On-the-Job Stress Leads to Sleepless Nights for Compliance Professionals

Is your job in compliance stressing you out? You are not alone. Compliance professionals face on-the-job stress that leads to sleepless nights and thoughts of quitting work, according to a survey conducted in October and November of 2011 by the Society of Corporate Compliance and Ethics (SCCE) and the Health Care Compliance Association (HCCA) to assess the degree of stress and the causes of that stress. Overall, 58 percent of respondents to the survey reported that they often wake up during the middle of the night worrying about job-related stress and 60 percent report having considered leaving their job in the last 12 months due to job-related stress.

Responsibilities of compliance professionals include identifying legal, regulatory, and ethical risks an organization faces and developing and implementing effective compliance programs to mitigate those risks. Compliance professionals may have to change long-standing practices and confront possible violations of the law. In doing their job, compliance officers may find themselves in situations in which continuing in the role would compromise their integrity, the survey explained.   

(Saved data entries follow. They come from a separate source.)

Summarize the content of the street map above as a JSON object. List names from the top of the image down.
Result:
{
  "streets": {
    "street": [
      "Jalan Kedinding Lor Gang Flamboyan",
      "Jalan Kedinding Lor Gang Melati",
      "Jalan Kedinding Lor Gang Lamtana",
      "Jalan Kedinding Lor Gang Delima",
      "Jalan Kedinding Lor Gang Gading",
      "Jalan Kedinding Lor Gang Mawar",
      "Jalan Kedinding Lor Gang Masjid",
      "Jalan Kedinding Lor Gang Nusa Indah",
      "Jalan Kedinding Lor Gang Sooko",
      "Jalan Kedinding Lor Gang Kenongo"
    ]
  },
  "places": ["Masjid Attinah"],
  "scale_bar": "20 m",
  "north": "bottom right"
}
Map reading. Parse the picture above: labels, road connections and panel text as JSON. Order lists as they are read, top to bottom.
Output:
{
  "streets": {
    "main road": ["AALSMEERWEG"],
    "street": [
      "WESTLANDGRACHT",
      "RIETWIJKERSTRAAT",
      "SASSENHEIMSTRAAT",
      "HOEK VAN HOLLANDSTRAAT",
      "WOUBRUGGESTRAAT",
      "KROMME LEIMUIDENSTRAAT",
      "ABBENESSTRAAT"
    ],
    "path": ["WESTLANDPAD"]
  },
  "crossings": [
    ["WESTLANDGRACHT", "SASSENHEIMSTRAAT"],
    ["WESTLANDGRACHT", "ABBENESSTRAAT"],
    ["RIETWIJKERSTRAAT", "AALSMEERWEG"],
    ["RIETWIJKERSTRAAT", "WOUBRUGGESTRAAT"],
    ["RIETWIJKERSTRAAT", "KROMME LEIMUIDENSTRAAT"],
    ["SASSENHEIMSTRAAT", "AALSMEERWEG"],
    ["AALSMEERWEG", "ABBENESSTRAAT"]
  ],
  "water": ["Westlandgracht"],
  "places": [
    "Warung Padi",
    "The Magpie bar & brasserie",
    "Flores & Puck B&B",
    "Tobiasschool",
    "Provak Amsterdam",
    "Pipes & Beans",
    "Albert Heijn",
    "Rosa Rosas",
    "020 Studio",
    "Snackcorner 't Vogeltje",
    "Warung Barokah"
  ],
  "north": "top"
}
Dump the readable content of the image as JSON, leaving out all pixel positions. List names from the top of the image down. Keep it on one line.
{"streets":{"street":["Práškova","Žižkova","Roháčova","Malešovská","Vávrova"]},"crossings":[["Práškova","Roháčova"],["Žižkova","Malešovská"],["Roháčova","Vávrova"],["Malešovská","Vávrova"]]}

Respondents to the survey identified the top causes of on-the-job stress as follows:

  • Fifty-eight percent of the respondents reported that they believe that they are in an adversarial relationship with their colleagues or are isolated.
  • The greatest causes of stress cited were (1) keeping up with new laws and regulations, (2) preventing compliance and ethics violations, and (3) remediating compliance and ethics violations. Although some respondents also cited detecting compliance and ethics violations, investigating alleged compliance violations, it is notable that a number of respondents selected “all of the above” as the source of stress.
  • Twenty-nine percent of respondents believe they had no where near enough budget for their compliance program while another 44 percent believe they did not have quite enough.

Intestingly, among the respondents that had a relationship with the legal department, 54 percent gave the relationship the highest rating and another 26 percent gave the relationship the next highest rating. Human resources, Internal Audit, and Health and Safety followed closely with highest or next highest rating from 65 – 70 percent of all respondents.

“Six out of ten people waking up in the middle of the night from job related stress is unacceptable for any profession,” SCCE and HCCA Chief Executive Officer Roy Snell said in a January 10, 2012 release. The Compliance profession’s purpose is to prevent and detect the problems that have occurred in organizations such as Enron, Tyco, and Penn State University. There are reasons those who came before the compliance profession stopped short of fixing these problems. Fixing these problems is very difficult and stressful, he added. 

SCCE and HCCA will work to help their 10,000 members deal with this stress, Snell announced explaining that the associations “have dedicated a day and a half strategic planning session in January 2012 to this issue and this issue alone.” He stressed, however, that SCCE and HCCA “can only do so much” and emphasized that “[c]ompliance professionals, who are asked to do this difficult job, need support from leadership, reasonable authority, and independence. If society wants to us deal with these issues—so difficult that others have chosen to look the other way—then society should make an effort to support this profession.”

How aware is your organization of  job related stress for its compliance professionals? What steps has the organization taken to address and alleviate the issue?